(Collected data)
__________
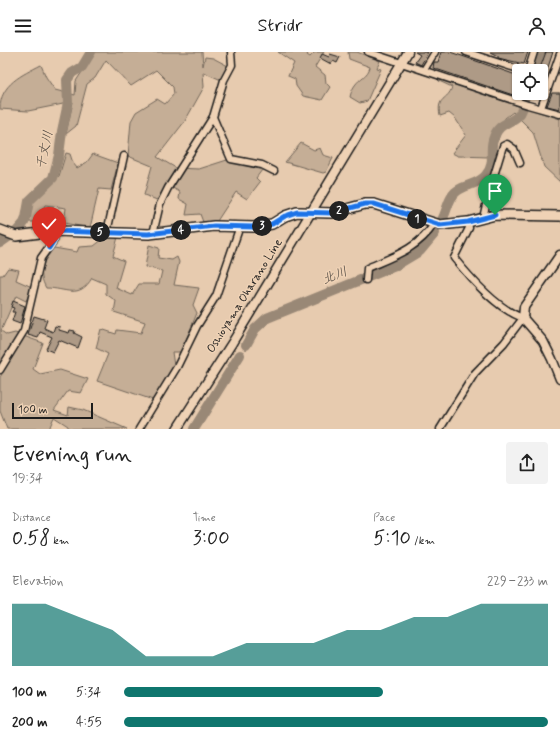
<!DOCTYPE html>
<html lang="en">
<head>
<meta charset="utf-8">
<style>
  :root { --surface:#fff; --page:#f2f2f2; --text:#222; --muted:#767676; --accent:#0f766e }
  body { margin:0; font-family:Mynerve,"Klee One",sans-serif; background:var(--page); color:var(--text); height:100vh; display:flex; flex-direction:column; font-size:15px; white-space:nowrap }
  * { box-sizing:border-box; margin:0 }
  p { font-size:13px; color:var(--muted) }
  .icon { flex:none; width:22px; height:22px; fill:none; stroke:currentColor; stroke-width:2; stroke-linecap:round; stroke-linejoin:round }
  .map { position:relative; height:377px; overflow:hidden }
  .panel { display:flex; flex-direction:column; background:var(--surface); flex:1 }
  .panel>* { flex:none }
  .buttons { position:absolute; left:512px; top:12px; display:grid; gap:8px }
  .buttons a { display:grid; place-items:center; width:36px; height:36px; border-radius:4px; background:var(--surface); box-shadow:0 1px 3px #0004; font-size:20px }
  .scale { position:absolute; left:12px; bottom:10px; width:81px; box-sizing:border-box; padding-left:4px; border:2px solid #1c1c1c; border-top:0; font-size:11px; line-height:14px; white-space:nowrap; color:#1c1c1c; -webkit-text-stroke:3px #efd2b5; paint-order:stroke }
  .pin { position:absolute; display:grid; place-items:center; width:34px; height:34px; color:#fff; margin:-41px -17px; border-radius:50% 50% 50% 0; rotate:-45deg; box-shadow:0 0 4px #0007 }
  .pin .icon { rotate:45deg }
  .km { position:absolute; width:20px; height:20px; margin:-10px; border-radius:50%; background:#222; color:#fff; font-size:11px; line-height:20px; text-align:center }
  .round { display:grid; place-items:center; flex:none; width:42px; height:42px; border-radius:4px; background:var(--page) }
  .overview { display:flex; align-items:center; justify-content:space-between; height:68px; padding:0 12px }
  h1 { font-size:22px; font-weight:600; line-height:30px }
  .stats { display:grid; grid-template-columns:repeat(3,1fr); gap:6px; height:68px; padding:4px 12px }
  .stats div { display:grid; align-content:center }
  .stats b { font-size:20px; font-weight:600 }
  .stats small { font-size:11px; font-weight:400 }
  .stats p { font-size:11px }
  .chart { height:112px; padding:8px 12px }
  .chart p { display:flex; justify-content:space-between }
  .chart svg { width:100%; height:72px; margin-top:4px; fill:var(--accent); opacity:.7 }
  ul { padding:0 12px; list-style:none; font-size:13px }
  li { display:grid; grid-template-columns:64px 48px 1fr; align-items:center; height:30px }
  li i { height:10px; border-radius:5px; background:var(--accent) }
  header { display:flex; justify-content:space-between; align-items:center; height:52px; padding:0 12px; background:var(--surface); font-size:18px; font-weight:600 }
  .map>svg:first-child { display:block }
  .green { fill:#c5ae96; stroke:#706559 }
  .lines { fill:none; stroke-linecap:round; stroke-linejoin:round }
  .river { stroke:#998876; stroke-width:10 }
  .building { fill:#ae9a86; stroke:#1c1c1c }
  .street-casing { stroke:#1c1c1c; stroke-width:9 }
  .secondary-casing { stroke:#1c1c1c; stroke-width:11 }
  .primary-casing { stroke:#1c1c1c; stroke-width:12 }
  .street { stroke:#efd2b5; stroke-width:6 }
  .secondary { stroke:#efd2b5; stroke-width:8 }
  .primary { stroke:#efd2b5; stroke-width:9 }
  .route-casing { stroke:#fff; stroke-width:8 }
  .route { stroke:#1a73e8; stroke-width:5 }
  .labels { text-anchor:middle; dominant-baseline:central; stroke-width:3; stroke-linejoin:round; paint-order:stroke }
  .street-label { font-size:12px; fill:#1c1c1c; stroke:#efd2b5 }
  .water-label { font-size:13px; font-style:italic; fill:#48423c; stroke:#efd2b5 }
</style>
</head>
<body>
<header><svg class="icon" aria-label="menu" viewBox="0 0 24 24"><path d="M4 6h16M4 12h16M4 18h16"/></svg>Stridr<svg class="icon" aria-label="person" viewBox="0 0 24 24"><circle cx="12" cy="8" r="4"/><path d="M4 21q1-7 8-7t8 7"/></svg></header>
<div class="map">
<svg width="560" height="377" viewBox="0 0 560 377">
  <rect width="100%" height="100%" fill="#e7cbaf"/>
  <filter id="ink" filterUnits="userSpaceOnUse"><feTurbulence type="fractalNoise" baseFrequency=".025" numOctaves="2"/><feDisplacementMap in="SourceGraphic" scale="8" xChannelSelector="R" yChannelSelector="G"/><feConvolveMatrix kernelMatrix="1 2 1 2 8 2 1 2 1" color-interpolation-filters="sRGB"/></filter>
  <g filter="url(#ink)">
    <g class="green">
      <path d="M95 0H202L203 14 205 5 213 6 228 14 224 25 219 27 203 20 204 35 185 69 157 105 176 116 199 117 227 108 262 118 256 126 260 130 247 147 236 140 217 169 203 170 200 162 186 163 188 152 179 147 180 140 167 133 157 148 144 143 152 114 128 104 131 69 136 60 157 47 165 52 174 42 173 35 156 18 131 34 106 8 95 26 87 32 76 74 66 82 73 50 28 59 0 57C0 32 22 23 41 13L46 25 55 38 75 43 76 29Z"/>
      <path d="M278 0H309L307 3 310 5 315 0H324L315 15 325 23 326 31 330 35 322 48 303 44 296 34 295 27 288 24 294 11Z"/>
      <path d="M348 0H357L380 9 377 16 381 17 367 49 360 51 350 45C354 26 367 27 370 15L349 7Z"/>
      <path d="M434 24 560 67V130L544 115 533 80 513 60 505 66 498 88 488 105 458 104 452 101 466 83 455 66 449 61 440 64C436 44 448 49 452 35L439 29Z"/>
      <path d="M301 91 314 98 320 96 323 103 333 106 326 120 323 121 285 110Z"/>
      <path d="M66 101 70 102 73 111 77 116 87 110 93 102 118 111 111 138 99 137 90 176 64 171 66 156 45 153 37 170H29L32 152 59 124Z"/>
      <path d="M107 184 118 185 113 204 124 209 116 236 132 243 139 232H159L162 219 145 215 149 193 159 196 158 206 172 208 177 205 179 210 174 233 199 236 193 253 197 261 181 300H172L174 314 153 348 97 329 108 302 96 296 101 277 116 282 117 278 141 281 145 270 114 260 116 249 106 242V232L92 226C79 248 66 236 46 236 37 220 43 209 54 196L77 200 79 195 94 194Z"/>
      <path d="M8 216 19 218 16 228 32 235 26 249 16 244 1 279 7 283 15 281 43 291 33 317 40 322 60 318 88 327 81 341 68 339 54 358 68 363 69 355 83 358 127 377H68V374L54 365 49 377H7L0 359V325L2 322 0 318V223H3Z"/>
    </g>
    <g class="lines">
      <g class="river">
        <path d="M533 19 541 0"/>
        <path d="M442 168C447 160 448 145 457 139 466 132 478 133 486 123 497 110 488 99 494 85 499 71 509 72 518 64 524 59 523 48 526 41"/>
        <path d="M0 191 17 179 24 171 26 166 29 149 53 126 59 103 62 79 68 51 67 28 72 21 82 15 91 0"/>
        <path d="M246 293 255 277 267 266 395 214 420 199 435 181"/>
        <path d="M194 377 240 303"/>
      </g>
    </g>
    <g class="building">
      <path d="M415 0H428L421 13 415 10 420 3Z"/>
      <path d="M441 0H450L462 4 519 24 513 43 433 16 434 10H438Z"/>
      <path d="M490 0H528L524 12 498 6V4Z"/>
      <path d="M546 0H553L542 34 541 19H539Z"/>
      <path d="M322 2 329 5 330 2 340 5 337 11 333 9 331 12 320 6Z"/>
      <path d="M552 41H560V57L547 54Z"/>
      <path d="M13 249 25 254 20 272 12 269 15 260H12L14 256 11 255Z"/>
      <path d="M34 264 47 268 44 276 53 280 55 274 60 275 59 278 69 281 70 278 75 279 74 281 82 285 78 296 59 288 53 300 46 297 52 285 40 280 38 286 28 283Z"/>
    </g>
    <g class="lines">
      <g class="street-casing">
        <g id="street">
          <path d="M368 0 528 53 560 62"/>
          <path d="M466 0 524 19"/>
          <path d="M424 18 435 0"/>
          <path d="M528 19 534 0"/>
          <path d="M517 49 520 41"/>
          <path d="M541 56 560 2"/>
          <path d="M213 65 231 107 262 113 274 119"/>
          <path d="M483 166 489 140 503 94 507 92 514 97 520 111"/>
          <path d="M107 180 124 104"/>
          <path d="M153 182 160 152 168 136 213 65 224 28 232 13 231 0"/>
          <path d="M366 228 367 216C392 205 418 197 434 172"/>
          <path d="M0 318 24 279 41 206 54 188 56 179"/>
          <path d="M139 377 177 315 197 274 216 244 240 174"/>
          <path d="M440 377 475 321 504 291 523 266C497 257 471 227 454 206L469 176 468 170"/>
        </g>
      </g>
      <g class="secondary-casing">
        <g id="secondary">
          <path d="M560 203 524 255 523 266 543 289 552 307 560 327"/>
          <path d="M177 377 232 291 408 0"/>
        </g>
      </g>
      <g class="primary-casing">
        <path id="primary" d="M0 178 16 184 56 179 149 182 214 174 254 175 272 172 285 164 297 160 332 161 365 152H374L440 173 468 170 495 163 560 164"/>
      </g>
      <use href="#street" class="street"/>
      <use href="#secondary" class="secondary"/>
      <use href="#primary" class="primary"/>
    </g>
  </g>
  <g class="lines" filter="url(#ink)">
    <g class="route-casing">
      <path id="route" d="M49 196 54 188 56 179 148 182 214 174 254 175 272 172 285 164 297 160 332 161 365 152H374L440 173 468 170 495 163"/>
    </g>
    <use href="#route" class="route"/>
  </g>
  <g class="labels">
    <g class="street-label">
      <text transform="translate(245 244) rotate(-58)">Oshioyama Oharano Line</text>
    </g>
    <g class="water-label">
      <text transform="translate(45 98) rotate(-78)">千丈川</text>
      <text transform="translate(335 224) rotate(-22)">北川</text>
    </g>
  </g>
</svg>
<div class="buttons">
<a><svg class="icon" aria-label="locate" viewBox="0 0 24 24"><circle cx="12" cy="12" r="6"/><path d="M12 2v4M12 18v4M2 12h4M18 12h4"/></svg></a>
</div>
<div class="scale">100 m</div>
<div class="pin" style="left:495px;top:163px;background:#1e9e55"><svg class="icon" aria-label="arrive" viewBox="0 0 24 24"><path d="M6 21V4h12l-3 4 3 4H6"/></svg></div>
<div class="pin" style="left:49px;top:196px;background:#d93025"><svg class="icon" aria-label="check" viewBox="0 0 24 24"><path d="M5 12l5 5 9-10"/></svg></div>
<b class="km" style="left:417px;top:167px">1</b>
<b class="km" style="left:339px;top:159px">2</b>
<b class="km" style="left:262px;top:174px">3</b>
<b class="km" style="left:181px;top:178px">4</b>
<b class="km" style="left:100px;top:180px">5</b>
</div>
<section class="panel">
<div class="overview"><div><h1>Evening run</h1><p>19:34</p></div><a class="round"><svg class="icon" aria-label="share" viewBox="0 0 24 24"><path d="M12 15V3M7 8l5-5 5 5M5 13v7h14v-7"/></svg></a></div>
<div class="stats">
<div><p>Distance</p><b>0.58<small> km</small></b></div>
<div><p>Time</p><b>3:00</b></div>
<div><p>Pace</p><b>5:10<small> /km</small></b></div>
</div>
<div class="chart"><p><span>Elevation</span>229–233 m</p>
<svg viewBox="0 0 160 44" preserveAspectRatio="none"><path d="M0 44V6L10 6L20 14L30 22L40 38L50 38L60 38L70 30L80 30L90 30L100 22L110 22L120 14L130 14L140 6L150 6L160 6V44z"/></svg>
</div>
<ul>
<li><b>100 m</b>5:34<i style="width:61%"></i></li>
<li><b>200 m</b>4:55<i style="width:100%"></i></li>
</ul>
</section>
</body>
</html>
__________
→ What is expected
Would you copy exactly the lines from the one that contains "44V6L10 6L20 14L30" through the final line of the records above, including both?

→ Solution to this exercise
<svg viewBox="0 0 160 44" preserveAspectRatio="none"><path d="M0 44V6L10 6L20 14L30 22L40 38L50 38L60 38L70 30L80 30L90 30L100 22L110 22L120 14L130 14L140 6L150 6L160 6V44z"/></svg>
</div>
<ul>
<li><b>100 m</b>5:34<i style="width:61%"></i></li>
<li><b>200 m</b>4:55<i style="width:100%"></i></li>
</ul>
</section>
</body>
</html>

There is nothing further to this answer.